→ **EXERCISE**:
Please determine how many lines of the material include the word "canvas", and respond with nothing but that number.

→ **RECORDS PROVIDED**:
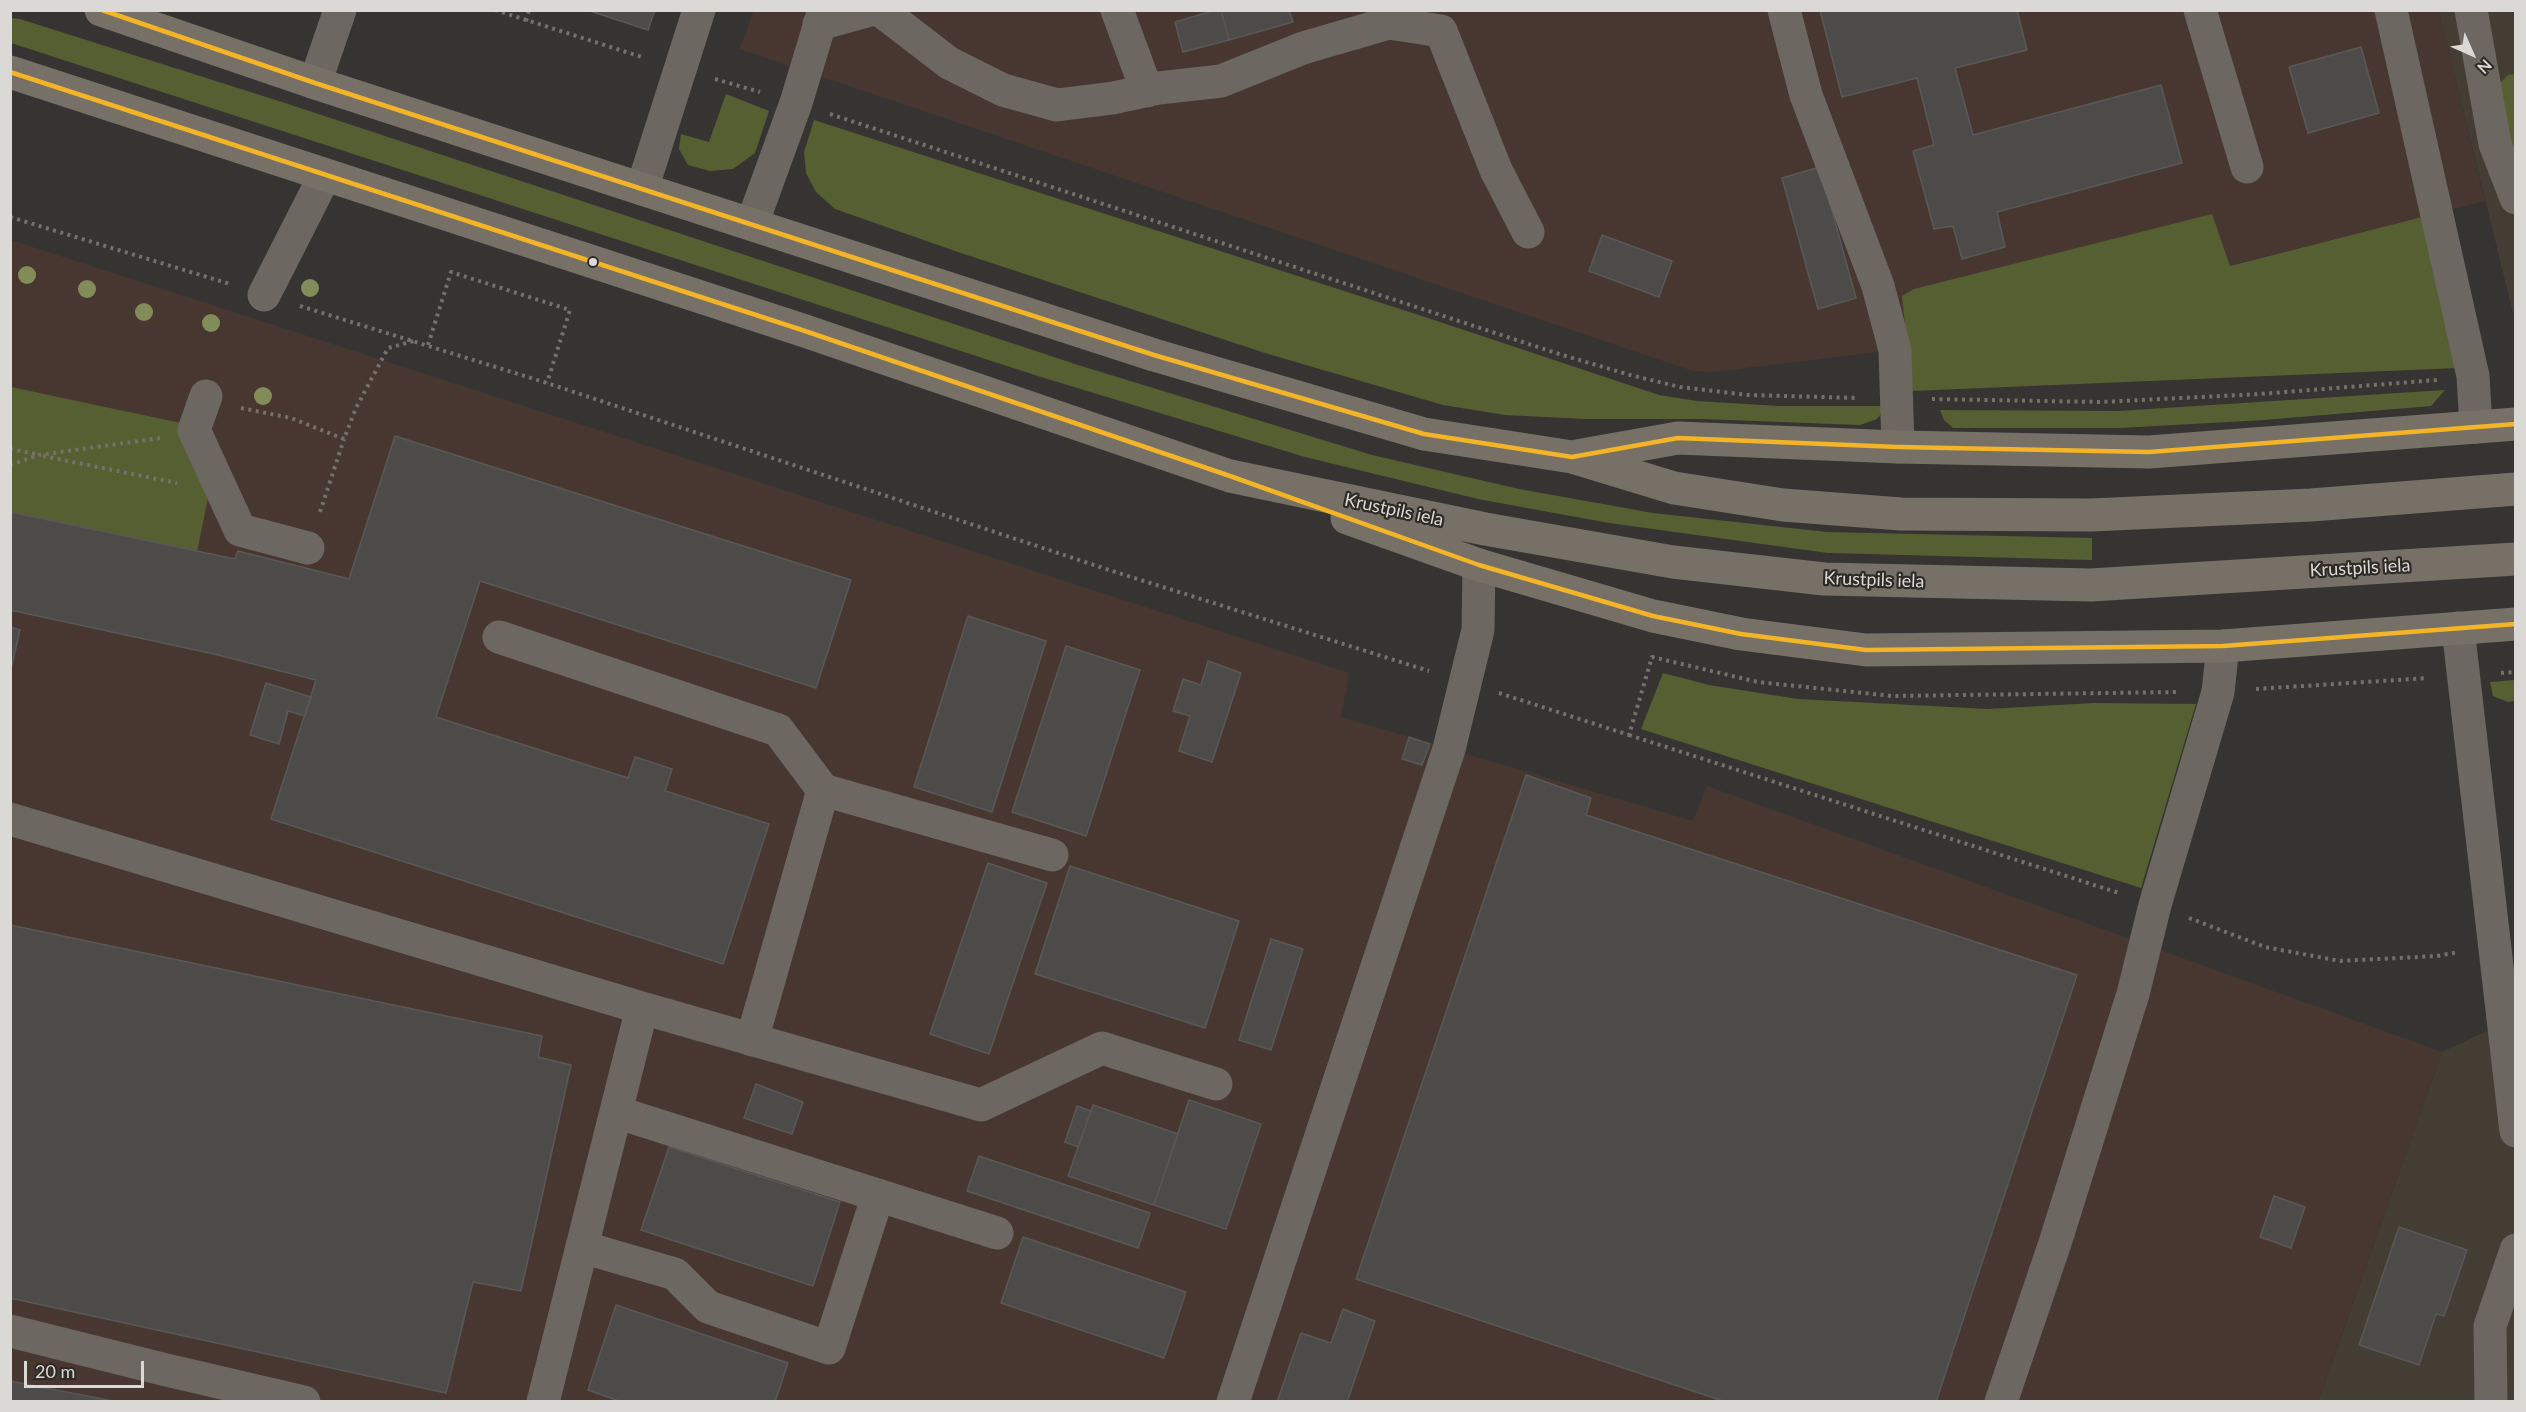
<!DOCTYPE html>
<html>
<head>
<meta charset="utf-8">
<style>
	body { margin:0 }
	#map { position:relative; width:2526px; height:1412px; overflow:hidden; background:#363432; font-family:Lato,sans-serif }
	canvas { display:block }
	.frame { position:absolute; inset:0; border:12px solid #dbd9d6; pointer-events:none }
	.north { position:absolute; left:2442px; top:24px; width:60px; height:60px; -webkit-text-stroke:4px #2e2b27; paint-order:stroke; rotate:135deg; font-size:16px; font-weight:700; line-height:24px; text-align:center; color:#dbd9d6 }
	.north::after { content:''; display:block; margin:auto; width:21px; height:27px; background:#dbd9d6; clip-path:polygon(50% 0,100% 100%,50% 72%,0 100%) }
	.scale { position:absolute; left:24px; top:1361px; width:120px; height:27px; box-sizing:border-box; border:3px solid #dbd9d6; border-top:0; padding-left:8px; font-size:18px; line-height:21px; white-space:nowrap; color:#dbd9d6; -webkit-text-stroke:4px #2e2b27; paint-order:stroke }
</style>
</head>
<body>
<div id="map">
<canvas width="2526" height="1412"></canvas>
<div class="frame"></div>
<div class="north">N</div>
<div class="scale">20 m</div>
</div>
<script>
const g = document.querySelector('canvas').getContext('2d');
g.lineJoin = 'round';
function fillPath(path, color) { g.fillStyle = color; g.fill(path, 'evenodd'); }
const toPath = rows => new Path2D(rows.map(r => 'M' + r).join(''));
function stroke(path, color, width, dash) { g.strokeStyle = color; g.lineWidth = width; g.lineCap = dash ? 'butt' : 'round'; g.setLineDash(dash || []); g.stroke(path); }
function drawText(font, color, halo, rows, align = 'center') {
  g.font = font + ' Lato,sans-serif'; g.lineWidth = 4.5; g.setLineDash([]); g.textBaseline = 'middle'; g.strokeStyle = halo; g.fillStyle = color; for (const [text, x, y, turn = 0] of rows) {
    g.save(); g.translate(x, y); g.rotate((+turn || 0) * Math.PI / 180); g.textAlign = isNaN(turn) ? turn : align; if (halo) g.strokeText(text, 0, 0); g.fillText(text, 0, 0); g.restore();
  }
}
const built = toPath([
	[2439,11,2515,11,2515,313,2513,313],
	[2515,1018,2515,1401,2318,1402,2442,1052]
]);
const industrial = toPath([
	[754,10,2439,11,2485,201,1895,350,1712,372,1693,371,740,49],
	[11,240,1349,673,1341,717,1693,821,1707,786,2442,1052,2318,1401,11,1402]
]);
const green = toPath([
	[11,18,20,19,282,102,1078,365,1372,455,1519,489,1653,513,1827,532,2092,538,2092,560,1828,553,1609,523,1478,499,1305,457,1041,377,11,43],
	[2515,74,2515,156,2496,93,2499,84,2508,75],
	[726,94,769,111,755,153,733,169,710,171,688,165,679,149,681,134,709,142],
	[814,120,1428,318,1659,395,1697,401,1779,406,1887,406,1877,419,1860,425,1703,419,1585,419,1505,415,1443,405,1265,353,955,251,835,209,816,192,806,173,804,152],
	[2212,214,2230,266,2422,217,2458,368,1912,391,1902,296,1914,289],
	[11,387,190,425,211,483,197,552,11,512],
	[2445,390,2431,406,2264,420,2120,428,1953,428,1944,420,1940,410,2118,411],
	[1663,673,1709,685,1798,699,1988,709,2094,703,2196,704,2141,888,1641,729],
	[2515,680,2515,701,2508,702,2493,696,2490,682]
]);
const building = toPath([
	[587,10,655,10,648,30,587,10],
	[1216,10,1221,10,1229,40,1183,52,1175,22,1216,10],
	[1221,10,1289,10,1293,22,1229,40,1221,10],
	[1820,10,2017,10,2027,50,1955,68,1973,135,2161,85,2182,163,1997,212,2005,247,1962,259,1953,226,1934,229,1913,151,1934,145,1917,78,1842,97,1820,10],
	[2361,47,2379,113,2308,133,2289,67,2361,47],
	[1820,167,1856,298,1818,309,1782,178,1820,167],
	[1602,235,1672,261,1659,297,1589,271,1602,235],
	[395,436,851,580,816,688,480,581,436,717,628,778,635,757,672,769,665,791,769,824,723,964,271,819,316,680,214,654,10,610,10,512,235,559,238,551,349,579,395,436],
	[968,616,1046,641,992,812,914,787,968,616],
	[10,627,20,630,10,673,10,627],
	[1066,646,1140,670,1086,836,1012,812,1066,646],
	[1208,661,1241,673,1212,762,1179,751,1190,716,1173,711,1183,679,1201,685,1208,661],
	[266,683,311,697,305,716,288,711,279,744,250,735,266,683],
	[1409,737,1430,744,1422,765,1402,759,1409,737],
	[1526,775,1591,798,1586,815,2077,975,1936,1402,1726,1402,1356,1279,1526,775],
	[988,863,1047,883,989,1054,930,1034,988,863],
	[1070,866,1239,921,1205,1028,1035,974,1070,866],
	[10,925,542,1036,538,1057,571,1065,521,1291,473,1282,446,1393,10,1298,10,925],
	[1271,939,1303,949,1271,1050,1239,1040,1271,939],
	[756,1084,803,1102,792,1134,744,1118,756,1084],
	[1189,1100,1261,1124,1226,1229,1154,1205,1189,1100],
	[1093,1105,1178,1134,1154,1205,1068,1176,1093,1105],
	[1077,1106,1091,1111,1078,1147,1065,1142,1077,1106],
	[669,1147,840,1202,813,1286,641,1230,669,1147],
	[979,1156,1150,1213,1138,1248,967,1191,979,1156],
	[2274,1196,2305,1207,2291,1248,2260,1237,2274,1196],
	[2399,1227,2467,1250,2444,1316,2436,1314,2419,1365,2359,1345,2399,1227],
	[1023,1237,1186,1292,1164,1358,1001,1303,1023,1237],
	[616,1305,788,1363,775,1402,622,1402,588,1390,616,1305],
	[1343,1309,1375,1321,1347,1402,1277,1402,1301,1333,1331,1343,1343,1309],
	[10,1381,118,1402,10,1402,10,1381]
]);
const path = toPath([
	[495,10,645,58],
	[526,21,529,10],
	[715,79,760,92],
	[830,114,1559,354,1630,375,1680,387,1748,395,1859,398],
	[10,217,230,284],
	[300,306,547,383,1109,570,1429,671],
	[428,345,451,272,570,310,547,383],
	[1932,399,2100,402,2260,394,2437,380],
	[241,408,291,418,344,439,356,408,388,348,414,341],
	[10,449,36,454],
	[43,456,177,483],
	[10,465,39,455,160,438],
	[320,512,344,439],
	[2501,673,2516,672],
	[2256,689,2428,678],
	[1499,693,1629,735,1652,657,1758,682,1892,696,2179,692],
	[1629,735,2119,893],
	[2189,918,2265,947,2340,961,2437,956,2459,952]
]);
const minor = toPath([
	[880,10,949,63,1003,90,1057,105,1113,98,1159,88,1221,81,1303,48,1389,23,1441,31,1496,170,1528,232],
	[1117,10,1147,91],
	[1784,10,1806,95,1878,286,1895,350,1898,447],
	[2200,10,2247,167],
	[2391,10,2473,376,2476,427],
	[2471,10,2495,144,2516,198],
	[819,24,870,10],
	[315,83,340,10],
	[642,189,699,10],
	[752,224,796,103,824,10],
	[264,295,325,175],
	[206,396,194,430,240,530,308,548],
	[2458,628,2516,1131],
	[499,637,778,730,823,790],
	[10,819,642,1008,981,1105,1102,1048,1216,1084],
	[752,1040,823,790,1052,855],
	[616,1112,997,1233],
	[582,1247,675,1274,708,1307,829,1348,878,1195],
	[10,1331,158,1368,304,1402],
	[543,1402,642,1008],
	[1233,1402,1449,749,1478,630,1479,565],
	[2001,1402,2055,1243,2133,994,2155,905,2218,692,2223,646],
	[2491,1402,2490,1326,2516,1250]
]);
const major = toPath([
	[101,10,315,83,1154,355,1424,434,1572,457,1674,488,1783,505,1901,514,2091,515,2311,505,2516,489],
	[10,72,802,330,1230,476,1485,529,1673,562,1824,579,2091,585,2516,559],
	[1577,456,1678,438,1898,447,2149,452,2516,424],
	[1347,518,1479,565,1653,616,1741,634,1866,650,2223,646,2516,624]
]);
const bus1 = toPath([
	[102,10,315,83,1154,355,1424,434,1572,457,1678,438,1898,447,2149,452,2516,424],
	[10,72,802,330,1230,476,1479,565,1653,616,1741,634,1866,650,2223,646,2516,624]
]);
const trees = [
	[27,275],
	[310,288],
	[87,289],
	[144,312],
	[211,323],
	[263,396]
];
const markers = [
	[593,262,5,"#dbd9d6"]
];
const streetNames = [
	["Krustpils iela",1394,510,12],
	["Krustpils iela",2360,568,-3],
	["Krustpils iela",1874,580,2]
];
fillPath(built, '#433d34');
fillPath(industrial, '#483731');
fillPath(green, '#565f31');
fillPath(building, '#4c4b49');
stroke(building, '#595856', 1.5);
stroke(path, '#74706b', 4, [3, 4.5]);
stroke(minor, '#6c6760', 33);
stroke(major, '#767067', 33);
stroke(bus1, '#f4b427', 4.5);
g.fillStyle = '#818c59';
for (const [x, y] of trees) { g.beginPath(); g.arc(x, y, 9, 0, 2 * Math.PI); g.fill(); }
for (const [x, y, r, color] of markers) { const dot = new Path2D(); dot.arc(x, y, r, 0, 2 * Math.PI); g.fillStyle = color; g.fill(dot); stroke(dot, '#2e2b27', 2); }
drawText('18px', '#dbd9d6', '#2e2b27', streetNames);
</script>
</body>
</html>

→ **OUTPUT BELOW**:
3